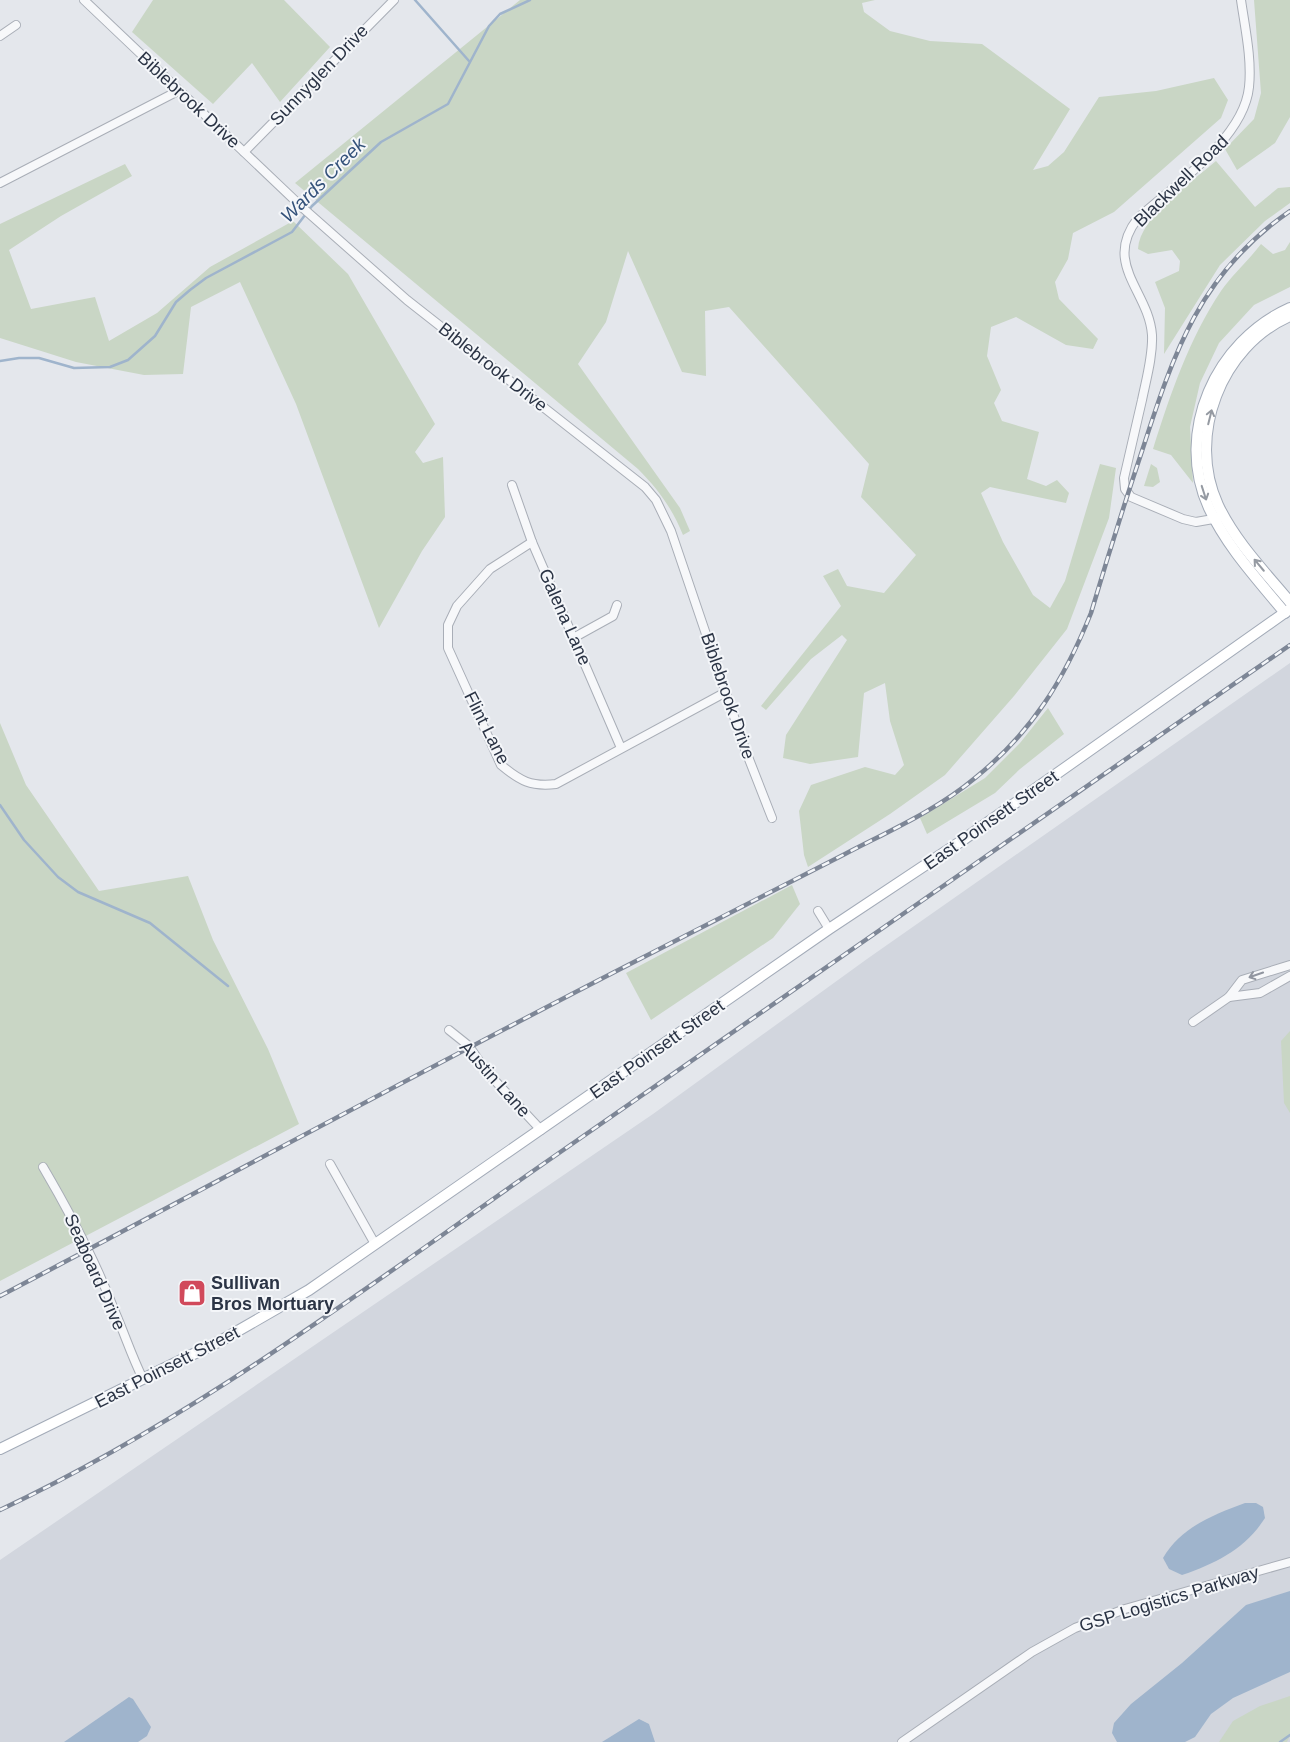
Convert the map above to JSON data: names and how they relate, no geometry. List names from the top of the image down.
{
  "streets": {
    "main road": ["East Poinsett Street"],
    "street": [
      "Sunnyglen Drive",
      "Biblebrook Drive",
      "Blackwell Road",
      "Galena Lane",
      "Flint Lane",
      "Austin Lane",
      "Seaboard Drive",
      "GSP Logistics Parkway"
    ]
  },
  "crossings": [
    ["Sunnyglen Drive", "Biblebrook Drive"],
    ["Biblebrook Drive", "Flint Lane"],
    ["Galena Lane", "Flint Lane"],
    ["East Poinsett Street", "Austin Lane"],
    ["East Poinsett Street", "Seaboard Drive"]
  ],
  "water": ["Wards Creek"],
  "places": {
    "shop": ["Sullivan Bros Mortuary"]
  }
}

——

Drop the images, then copy the data exactly.

**PROBLEM SOLUTION:**
Convert the map above to JSON data: names and how they relate, no geometry. List names from the top of the image down.
{
  "streets": {
    "main road": ["East Poinsett Street"],
    "street": [
      "Sunnyglen Drive",
      "Biblebrook Drive",
      "Blackwell Road",
      "Galena Lane",
      "Flint Lane",
      "Austin Lane",
      "Seaboard Drive",
      "GSP Logistics Parkway"
    ]
  },
  "crossings": [
    ["Sunnyglen Drive", "Biblebrook Drive"],
    ["Biblebrook Drive", "Flint Lane"],
    ["Galena Lane", "Flint Lane"],
    ["East Poinsett Street", "Austin Lane"],
    ["East Poinsett Street", "Seaboard Drive"]
  ],
  "water": ["Wards Creek"],
  "places": {
    "shop": ["Sullivan Bros Mortuary"]
  }
}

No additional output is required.